** DATA IN THIS EXERCISE follows **

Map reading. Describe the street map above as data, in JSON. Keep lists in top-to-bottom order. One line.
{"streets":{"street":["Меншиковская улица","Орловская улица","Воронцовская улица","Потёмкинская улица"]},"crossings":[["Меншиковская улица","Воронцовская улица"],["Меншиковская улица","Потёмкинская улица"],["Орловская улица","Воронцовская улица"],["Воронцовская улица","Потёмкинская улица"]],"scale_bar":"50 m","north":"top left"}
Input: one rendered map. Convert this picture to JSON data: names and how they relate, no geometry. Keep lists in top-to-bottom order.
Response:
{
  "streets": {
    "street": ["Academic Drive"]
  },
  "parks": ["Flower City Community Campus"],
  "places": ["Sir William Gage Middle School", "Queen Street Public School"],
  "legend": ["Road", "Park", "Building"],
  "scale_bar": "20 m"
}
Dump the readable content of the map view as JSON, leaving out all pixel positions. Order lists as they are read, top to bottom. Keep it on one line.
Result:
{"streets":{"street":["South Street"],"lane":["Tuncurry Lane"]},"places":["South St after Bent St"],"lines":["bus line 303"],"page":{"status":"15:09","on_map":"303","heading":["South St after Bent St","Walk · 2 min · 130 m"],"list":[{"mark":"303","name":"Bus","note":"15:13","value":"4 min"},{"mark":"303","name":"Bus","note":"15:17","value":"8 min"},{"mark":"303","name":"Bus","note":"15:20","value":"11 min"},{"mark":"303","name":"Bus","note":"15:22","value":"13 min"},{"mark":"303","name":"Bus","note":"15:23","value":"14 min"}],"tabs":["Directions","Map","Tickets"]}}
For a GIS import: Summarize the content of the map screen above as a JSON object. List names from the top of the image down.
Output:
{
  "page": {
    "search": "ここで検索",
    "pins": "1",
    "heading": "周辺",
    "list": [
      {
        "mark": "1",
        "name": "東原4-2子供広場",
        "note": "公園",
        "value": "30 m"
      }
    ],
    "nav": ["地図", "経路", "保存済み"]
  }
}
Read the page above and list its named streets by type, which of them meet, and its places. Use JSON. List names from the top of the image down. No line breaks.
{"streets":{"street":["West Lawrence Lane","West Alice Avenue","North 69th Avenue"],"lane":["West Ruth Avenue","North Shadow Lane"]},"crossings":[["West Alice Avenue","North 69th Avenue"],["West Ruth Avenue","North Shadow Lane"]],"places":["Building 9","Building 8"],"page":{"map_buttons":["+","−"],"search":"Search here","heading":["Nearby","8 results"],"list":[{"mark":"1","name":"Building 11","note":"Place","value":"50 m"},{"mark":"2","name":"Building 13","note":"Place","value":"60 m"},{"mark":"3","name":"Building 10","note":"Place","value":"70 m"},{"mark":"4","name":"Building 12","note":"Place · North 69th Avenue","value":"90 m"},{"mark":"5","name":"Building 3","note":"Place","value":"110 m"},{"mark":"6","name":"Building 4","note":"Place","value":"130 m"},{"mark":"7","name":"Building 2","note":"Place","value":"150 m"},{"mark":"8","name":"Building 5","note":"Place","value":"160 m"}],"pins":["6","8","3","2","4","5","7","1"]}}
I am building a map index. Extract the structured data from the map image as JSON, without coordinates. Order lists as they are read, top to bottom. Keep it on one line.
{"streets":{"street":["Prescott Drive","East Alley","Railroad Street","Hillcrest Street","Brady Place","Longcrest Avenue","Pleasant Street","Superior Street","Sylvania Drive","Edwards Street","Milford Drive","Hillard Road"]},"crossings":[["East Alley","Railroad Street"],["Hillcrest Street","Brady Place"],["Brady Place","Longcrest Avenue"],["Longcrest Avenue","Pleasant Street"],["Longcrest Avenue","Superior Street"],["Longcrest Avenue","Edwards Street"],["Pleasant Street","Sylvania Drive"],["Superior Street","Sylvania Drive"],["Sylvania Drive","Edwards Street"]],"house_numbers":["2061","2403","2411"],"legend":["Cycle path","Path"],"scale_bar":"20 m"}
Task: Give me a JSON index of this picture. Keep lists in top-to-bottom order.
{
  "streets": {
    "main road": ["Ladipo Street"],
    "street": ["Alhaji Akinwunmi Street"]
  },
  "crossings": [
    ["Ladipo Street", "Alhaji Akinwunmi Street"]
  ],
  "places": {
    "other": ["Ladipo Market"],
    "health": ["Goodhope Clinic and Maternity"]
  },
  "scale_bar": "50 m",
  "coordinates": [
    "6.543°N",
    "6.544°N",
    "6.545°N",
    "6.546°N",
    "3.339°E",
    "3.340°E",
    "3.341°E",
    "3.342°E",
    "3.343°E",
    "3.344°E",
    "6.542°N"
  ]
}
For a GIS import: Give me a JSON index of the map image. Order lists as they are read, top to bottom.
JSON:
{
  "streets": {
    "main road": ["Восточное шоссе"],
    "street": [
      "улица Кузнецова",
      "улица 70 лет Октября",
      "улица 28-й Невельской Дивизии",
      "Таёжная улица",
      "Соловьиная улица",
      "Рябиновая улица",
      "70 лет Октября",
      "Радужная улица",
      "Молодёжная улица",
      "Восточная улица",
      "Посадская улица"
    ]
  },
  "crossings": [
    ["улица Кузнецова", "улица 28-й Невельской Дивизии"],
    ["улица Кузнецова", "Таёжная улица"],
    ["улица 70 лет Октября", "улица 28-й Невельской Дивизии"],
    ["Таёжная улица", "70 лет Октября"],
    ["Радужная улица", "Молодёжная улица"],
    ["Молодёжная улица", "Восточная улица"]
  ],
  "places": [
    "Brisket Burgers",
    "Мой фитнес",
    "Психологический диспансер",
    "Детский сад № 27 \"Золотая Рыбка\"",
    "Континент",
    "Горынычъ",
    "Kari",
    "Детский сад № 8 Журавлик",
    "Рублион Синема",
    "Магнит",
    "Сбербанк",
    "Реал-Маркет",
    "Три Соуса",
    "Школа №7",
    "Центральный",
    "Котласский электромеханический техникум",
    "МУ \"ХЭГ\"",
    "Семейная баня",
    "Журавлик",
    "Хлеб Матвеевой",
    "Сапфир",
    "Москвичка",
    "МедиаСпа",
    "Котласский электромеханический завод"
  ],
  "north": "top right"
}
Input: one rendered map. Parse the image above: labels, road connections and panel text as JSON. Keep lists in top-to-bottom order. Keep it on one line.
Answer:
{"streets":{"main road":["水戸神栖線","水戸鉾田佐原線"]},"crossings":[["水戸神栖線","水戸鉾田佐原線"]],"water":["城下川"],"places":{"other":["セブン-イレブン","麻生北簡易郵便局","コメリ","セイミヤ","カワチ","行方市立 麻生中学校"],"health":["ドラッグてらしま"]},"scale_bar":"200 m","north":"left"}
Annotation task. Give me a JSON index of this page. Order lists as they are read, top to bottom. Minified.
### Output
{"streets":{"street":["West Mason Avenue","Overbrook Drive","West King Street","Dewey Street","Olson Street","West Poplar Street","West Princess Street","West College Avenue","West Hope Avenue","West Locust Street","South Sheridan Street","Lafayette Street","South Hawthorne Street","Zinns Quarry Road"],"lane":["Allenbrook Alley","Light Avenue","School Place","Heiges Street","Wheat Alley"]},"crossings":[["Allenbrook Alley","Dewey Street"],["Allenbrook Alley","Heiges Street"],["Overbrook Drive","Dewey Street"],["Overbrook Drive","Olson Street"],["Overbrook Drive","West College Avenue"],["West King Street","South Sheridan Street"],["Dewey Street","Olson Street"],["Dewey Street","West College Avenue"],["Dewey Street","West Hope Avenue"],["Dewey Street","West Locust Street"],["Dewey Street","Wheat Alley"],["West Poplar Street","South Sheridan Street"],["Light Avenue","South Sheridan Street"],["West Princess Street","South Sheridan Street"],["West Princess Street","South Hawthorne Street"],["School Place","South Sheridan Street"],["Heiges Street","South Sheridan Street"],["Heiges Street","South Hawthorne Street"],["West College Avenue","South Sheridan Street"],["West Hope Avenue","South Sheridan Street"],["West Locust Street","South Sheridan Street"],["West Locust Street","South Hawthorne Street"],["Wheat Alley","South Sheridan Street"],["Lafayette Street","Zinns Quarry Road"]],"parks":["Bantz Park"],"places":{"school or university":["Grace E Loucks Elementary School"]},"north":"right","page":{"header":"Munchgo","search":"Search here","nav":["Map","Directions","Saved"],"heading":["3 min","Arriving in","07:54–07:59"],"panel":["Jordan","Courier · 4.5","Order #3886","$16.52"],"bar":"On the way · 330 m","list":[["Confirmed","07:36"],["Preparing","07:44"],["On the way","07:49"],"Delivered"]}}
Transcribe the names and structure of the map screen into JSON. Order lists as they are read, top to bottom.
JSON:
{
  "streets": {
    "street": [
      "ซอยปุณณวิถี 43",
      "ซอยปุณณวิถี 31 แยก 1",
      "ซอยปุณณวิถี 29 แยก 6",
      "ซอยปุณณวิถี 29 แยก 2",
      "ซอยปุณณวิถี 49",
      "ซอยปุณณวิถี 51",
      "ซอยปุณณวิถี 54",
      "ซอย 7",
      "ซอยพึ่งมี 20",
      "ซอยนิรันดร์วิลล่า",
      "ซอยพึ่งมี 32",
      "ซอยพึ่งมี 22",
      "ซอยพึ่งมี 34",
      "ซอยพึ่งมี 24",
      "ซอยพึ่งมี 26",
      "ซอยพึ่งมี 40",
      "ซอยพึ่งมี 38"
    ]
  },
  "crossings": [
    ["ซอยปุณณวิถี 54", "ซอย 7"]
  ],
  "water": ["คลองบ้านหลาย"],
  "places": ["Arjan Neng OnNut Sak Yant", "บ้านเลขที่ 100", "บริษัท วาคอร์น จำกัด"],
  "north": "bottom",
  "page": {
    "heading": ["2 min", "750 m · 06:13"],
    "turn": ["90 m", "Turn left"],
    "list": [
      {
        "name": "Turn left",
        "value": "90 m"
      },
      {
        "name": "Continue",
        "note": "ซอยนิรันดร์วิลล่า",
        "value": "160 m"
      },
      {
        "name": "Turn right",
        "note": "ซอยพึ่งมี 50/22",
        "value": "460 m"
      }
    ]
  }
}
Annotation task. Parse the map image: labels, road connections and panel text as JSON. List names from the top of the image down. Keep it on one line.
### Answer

** End of DATA IN THIS EXERCISE **

> **THE PROBLEM**
Find the lines of the listing above that hold "import". Please copy them.

> **RESPONSE TO THE TASK**
For a GIS import: Summarize the content of the map screen above as a JSON object. List names from the top of the image down.
For a GIS import: Give me a JSON index of the map image. Order lists as they are read, top to bottom.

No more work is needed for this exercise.